June 16, 2008 § 3 Comments
Usually, when (most) people talk about anything postpartum they usually mean postpartum depression. I will not be addressing PPD in this post. Also, I must add that I’m not a trained professional. That said, I feel it important to write more on the postpartum period- and not in a fear-based way. I don’t think there’s anything to fear. I do think there’s a lot to learn and way more to support. A new mother (or new to more than one child) needs a lot of support- and I’m not talking about someone coming over to hold the baby while the mother showers. I mean more than that. Before going to Colombia, we met with a postpartum doula who does Ayurvedic postpartum care and in talking with her had a chance to reflect, even just a little, on my postpartum phase from a year and a half ago.
After giving birth to bilingual baby I was ecstatic. I had a great birth at home. It felt good to birth. It felt good to have bilingual baby next to me. Breastfeeding wasn’t easy at first, but compared to some of my friends, I had it easy even in the first couple of weeks. Of course, that even got easier as time led on. Bilingual papi was a huge help even though he was finishing up a semester of his Masters degree. I was urged by our medical team to do 3 things. Three things alone. Eat. Nurse. Sleep. I had no problem with that. There was food in the freezer and bilingual papi would get me what I needed, cook more, do dishes, pick up, do laundry, etc.
My mood was fine. I didn’t find myself really weepy beyond repair. I could always get back up after a good cry. I welcomed family and friends over and all seemed well. As medical and societal voices will echo: We had a beautiful healthy baby so I should be just fine.
This is not the point where the story turns dark and I start hating my baby. By no means. I felt an overwhelming love. A love I hadn’t felt until having a baby. A love that increased my capacity to love and feel compassion for others. It was truly life changing. As time wore on, something didn’t change though. I was still very open. Vulnerable. In a way you are after you’ve given birth. In most women, this eases up and your body “closes” as the weeks and months go by. It’s like the opening and closing of a flower through the seasons. Your body opens to its full capacity to give life and over the next couple of weeks, months and sometimes years, it returns to a “closed” position. The open position serves a purpose but can be very exhausting to continue this way. But I couldn’t pinpoint anything concrete that was “wrong”.
I had food. I had clothing. My baby was healthy. My house was clean. Laundry got done. Why was I feeling so unsettled? It was this opening during childbirth.
In Ayurvedic postpartum care, it is recommended that the mother rest at home for 6 weeks and during that time have others do the cooking and the household chores. In that time, a time when the mother is as vulnerable as the baby, the mother is nurtured with warm ayurvedic meals, a daily hot oil massage, and our doula also does a daily consultation, while visits from outside are limited. The point of all of this is to help warm up the mother after giving birth. This warming helps the mother “close” and complete the birthing process.
The thing I didn’t know the first time around was how vulnerable and defensive I would feel. Everything got to me and in part it is necessary to feel that way so that you can care for your new baby- someone who is even more vulnerable than you are. That defensiveness and high emotional state helps you protect your baby. It’s very instinctual but over time your body relaxes into a state that it can sustain- I’ll tell you that being so vulnerable and defensive is very exhausting.

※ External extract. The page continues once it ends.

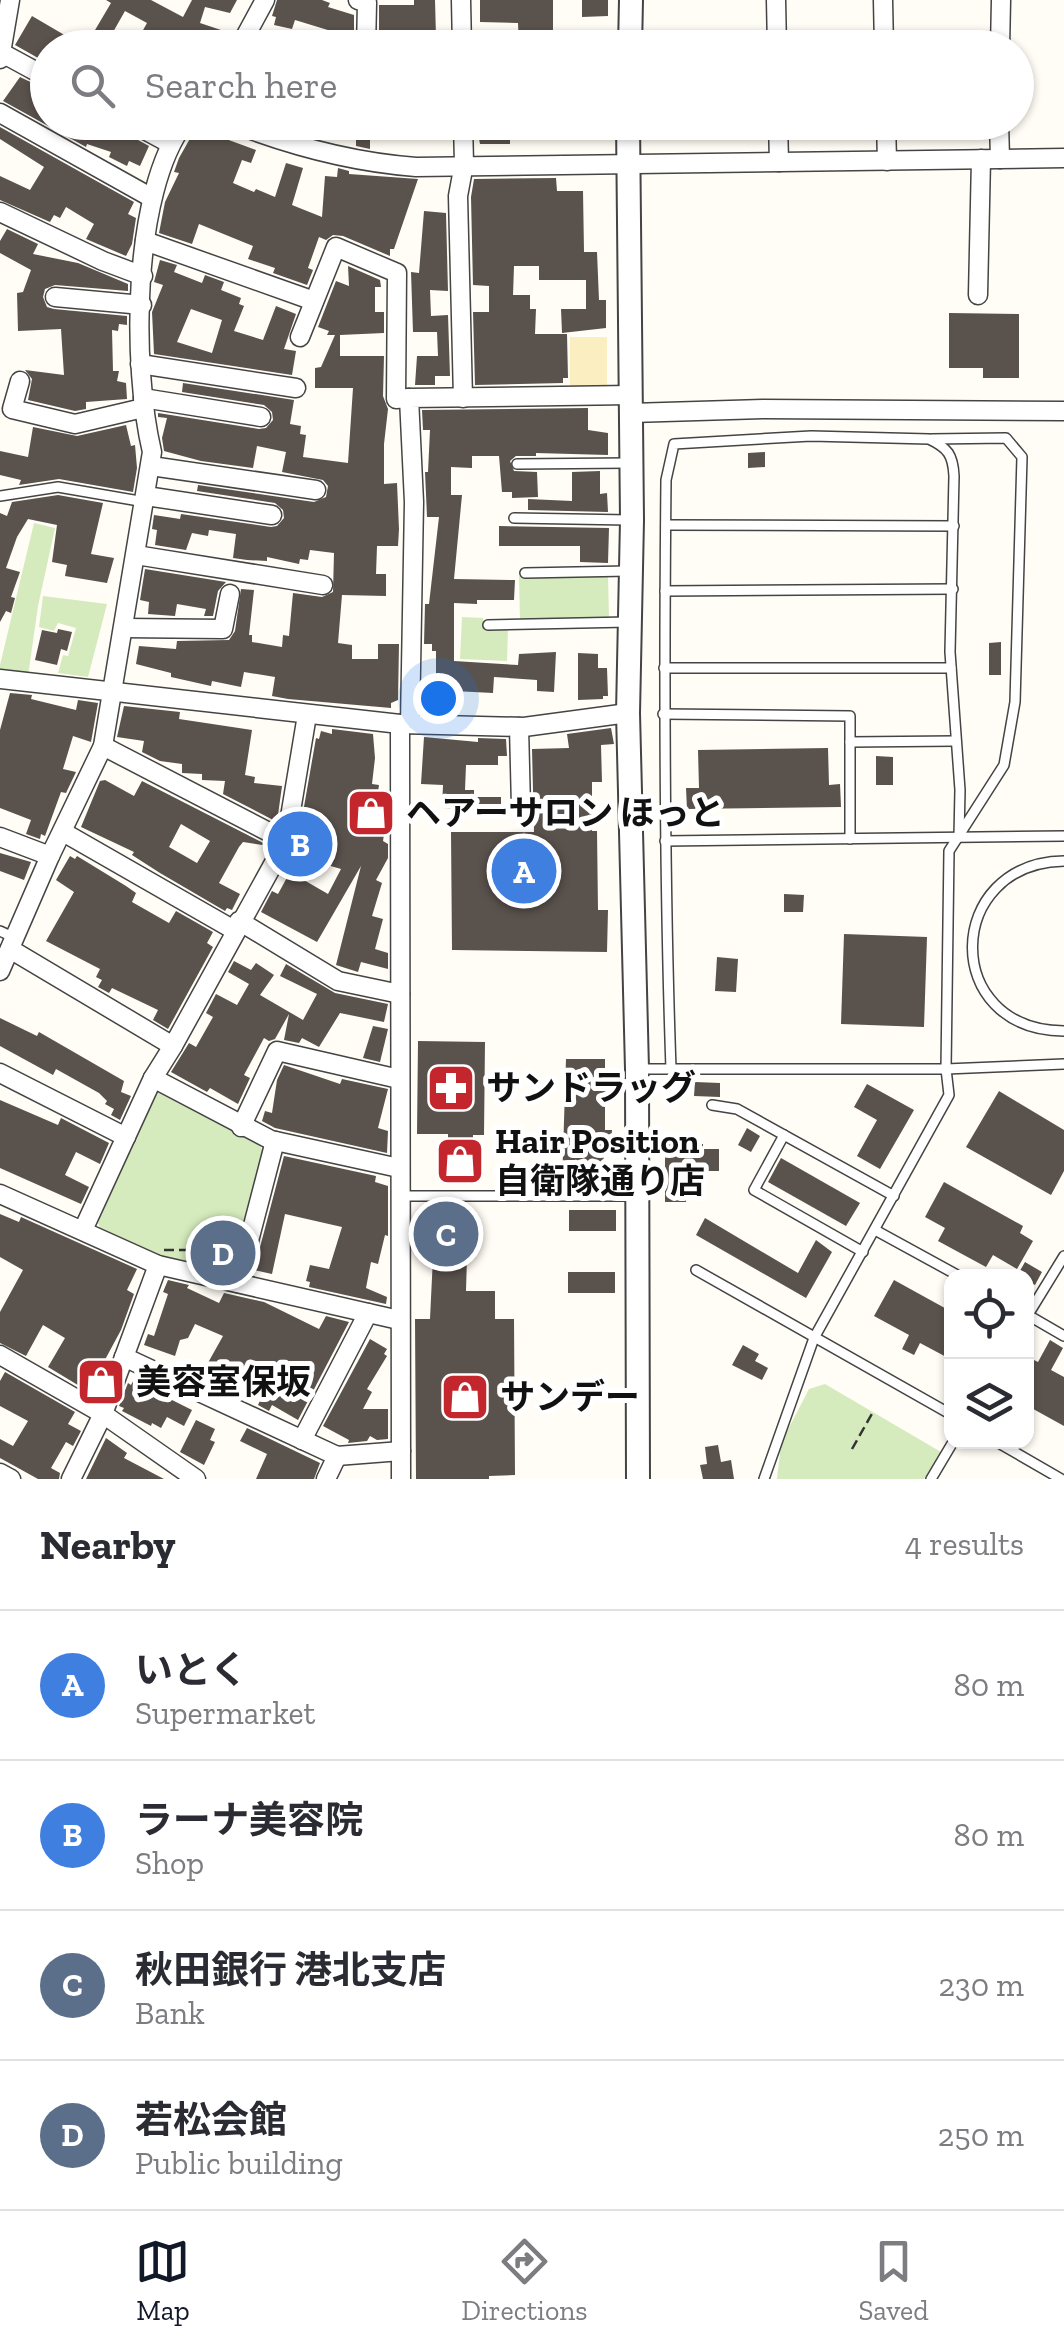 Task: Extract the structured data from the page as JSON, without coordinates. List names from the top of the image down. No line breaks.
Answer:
{"places":{"shop":["ヘアーサロン ほっと","Hair Position 自衛隊通り店","美容室保坂","サンデー"],"pharmacy":["サンドラッグ"]},"page":{"search":"Search here","pins":["B","A","C","D"],"heading":["Nearby","4 results"],"list":[{"mark":"A","name":"いとく","note":"Supermarket","value":"80 m"},{"mark":"B","name":"ラーナ美容院","note":"Shop","value":"80 m"},{"mark":"C","name":"秋田銀行 港北支店","note":"Bank","value":"230 m"},{"mark":"D","name":"若松会館","note":"Public building","value":"250 m"}],"nav":["Map","Directions","Saved"]}}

So, this time around, I’d love to speed up the “closing” process. I say speed up but you have to know that it took me about a year (around the time I found out I was pregnant again) to complete that cycle, so really anything less than a year would be great. Already I feel a warming happening. This pregnancy already seems to be taking on a pace that I can sustain and it currently feels like it won’t take me that long to complete the cycle for this pregnancy.
For one, I feel very hot. Hotter than everyone around me. I didn’t feel this hot last pregnancy and I wonder if it’s my body being better prepared for what’s to come. Regardless, we’ll have Jill, our postpartum doula, to care for me while in that delicate state those first couple of days. I’m excited!